We sleep in a little cove on Šćedro Island, a protected nature park spanning just over eight square kilometres.
DAY SIX OF SAILING IN CROATIA
Our destination today is the hotspot island of Hvar’s same-named main town. On the way, we cruise down the island and behold its landscapes which include vineyards,
and sea caves aplenty.
Another highlight of the trip are Hvar’s Red Rocks – which we swim right into and between the caves’ craggy limestone walls.
We eat lunch made on the boat off the coast of Hvar. On the menu is risotto with mushrooms and asparagus with a bottle of wine bought on Vis. Upon arrival to Hvar, we roam the town, stopping for ice cream, sipping coffee, popping into boutiques, and making four-legged pals along the way as we please.
As sunset approaches, we climb to the Hvar Fortress which has been faithfully guarding the town since the 13th century. The views speak for themselves and the entire pathway up is flanked by a marvelous Adriatic herb and plant garden. The climb lasts 40 minutes and consists of stairs and gravel pathways.
DAY SEVEN OF SAILING IN CROATIA
Departing from Hvar, we make a stop on the coast of Brač Island to swim and eat lunch, which is homemade pasta carbonara with Slavonian black pork bacon (slanina od crne slavonske svinje) and champagne, or rather, Bakarska Vodica – a late-20th-century, old-school bubbly wine once popular in Croatia.
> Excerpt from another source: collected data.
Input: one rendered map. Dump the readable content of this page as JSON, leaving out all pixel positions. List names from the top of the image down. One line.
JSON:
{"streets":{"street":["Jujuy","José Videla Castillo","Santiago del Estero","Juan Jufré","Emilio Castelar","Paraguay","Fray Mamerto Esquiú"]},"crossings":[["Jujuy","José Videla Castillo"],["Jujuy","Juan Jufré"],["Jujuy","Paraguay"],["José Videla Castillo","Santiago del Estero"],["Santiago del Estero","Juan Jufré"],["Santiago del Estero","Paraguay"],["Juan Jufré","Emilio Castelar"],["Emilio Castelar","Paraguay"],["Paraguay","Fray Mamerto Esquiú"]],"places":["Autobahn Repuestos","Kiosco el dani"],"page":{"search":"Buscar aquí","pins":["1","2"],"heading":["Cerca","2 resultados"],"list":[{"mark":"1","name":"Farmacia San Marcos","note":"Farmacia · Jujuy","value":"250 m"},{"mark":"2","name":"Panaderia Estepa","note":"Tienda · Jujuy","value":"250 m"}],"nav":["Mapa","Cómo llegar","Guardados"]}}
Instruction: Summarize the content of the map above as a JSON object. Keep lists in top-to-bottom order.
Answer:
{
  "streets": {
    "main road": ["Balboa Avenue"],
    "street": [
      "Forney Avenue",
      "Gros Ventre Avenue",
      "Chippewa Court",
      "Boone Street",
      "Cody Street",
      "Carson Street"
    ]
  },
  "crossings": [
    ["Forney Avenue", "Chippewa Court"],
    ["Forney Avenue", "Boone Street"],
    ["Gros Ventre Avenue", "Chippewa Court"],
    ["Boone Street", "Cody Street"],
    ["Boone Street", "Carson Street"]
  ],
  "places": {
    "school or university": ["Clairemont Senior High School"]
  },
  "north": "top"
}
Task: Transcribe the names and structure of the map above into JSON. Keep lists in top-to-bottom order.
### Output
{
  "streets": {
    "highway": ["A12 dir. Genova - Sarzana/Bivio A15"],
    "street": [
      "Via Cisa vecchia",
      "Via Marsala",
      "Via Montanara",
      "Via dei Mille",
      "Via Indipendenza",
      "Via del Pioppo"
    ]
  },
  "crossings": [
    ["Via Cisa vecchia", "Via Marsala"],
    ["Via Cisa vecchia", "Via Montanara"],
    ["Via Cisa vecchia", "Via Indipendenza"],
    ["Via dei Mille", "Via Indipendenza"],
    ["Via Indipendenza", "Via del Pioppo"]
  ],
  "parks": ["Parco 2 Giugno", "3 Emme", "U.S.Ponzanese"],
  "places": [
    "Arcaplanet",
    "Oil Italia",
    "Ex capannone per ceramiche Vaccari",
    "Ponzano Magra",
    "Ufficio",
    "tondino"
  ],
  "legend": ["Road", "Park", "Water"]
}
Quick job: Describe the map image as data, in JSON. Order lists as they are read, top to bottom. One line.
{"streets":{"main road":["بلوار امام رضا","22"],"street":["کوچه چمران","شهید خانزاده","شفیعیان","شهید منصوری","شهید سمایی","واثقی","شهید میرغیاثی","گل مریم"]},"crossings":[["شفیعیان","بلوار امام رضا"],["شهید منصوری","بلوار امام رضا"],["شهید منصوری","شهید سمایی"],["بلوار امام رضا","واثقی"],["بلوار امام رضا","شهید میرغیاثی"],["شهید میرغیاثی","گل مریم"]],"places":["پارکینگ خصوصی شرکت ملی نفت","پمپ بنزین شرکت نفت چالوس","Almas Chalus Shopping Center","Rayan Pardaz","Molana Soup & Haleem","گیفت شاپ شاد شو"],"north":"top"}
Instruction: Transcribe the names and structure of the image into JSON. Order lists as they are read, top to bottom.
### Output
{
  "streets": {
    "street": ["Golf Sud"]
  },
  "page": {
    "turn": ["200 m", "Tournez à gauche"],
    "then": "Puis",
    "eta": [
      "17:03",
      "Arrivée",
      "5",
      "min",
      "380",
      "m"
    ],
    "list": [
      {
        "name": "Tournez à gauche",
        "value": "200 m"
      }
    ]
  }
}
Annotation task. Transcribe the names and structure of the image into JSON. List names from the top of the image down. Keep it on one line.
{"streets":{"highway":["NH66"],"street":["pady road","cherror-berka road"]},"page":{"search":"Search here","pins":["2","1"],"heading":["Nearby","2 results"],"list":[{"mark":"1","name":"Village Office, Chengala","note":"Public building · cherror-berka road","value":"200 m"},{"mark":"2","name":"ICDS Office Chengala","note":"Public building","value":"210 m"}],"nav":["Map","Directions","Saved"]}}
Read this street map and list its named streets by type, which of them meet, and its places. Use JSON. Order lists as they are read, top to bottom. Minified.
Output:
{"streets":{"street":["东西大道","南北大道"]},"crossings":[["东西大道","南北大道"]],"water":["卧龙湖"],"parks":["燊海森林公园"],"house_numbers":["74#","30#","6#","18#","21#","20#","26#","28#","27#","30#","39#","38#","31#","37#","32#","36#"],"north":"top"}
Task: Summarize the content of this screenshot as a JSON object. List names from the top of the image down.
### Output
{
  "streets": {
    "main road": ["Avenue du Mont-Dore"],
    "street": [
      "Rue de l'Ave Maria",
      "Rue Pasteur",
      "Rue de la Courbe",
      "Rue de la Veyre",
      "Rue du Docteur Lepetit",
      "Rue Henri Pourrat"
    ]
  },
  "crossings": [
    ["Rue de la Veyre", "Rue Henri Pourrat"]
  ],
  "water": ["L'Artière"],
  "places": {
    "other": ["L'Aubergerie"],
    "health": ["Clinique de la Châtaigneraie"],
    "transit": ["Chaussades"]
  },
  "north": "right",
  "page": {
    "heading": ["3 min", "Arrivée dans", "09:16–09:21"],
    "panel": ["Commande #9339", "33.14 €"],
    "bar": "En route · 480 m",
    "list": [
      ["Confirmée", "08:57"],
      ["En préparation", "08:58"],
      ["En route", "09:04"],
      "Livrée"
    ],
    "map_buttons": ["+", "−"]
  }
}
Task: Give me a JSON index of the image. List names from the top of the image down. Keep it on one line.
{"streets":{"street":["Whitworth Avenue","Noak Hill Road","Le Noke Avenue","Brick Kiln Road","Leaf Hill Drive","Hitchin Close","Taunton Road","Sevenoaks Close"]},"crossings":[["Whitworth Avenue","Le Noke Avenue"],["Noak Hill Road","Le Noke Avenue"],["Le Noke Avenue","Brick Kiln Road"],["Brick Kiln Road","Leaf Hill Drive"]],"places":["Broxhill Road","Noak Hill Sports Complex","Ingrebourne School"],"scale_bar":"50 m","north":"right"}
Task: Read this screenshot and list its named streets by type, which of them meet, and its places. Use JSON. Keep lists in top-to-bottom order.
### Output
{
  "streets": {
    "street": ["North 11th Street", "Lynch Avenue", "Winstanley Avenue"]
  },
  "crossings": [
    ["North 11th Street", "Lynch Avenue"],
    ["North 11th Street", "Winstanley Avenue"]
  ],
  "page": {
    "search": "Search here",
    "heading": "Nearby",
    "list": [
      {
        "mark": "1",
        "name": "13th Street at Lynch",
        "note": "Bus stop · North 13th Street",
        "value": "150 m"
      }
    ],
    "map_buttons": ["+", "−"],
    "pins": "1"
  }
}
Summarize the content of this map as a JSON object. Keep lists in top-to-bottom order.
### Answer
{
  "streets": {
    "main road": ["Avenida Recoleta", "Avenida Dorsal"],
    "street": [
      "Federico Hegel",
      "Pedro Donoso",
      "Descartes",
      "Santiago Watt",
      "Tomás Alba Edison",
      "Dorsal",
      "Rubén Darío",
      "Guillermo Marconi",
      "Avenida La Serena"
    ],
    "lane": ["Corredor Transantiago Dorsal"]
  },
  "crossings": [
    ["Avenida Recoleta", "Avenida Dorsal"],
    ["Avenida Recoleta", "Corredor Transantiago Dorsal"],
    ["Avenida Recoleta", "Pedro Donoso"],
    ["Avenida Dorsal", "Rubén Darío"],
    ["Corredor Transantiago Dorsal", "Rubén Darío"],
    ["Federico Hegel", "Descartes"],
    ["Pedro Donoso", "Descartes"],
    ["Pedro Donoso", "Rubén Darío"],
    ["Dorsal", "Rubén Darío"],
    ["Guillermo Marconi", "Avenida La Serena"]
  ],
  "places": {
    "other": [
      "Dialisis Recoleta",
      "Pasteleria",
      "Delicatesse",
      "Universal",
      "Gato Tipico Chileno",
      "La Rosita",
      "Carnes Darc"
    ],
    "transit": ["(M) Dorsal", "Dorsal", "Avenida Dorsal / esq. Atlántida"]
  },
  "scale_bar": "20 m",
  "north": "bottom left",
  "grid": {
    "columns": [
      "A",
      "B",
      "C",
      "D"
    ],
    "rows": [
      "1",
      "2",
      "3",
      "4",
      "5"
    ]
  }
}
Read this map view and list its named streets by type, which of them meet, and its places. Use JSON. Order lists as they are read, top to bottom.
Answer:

En route to Trogir, we opt to take our sailing experience to the next level (this was our collective decision with our professional skipper – no one on such a sailing trip has to do this if uncomfortable!): we hit the wind hardcore, averaging 20 degrees slanted and reaching 33 degrees at one point. Adrenaline junkies, you know what to try on your sailing trip.
We spend our last night on the seas in the Trogir marina and feast on barbecue for dinner (can you tell there are a few Slavonians in the group yet?) as airplanes sporadically fly into Split Airport above us...
...carrying passengers excitedly arriving to their seaside destinations as we, sad but with satisfied souls, depart ours.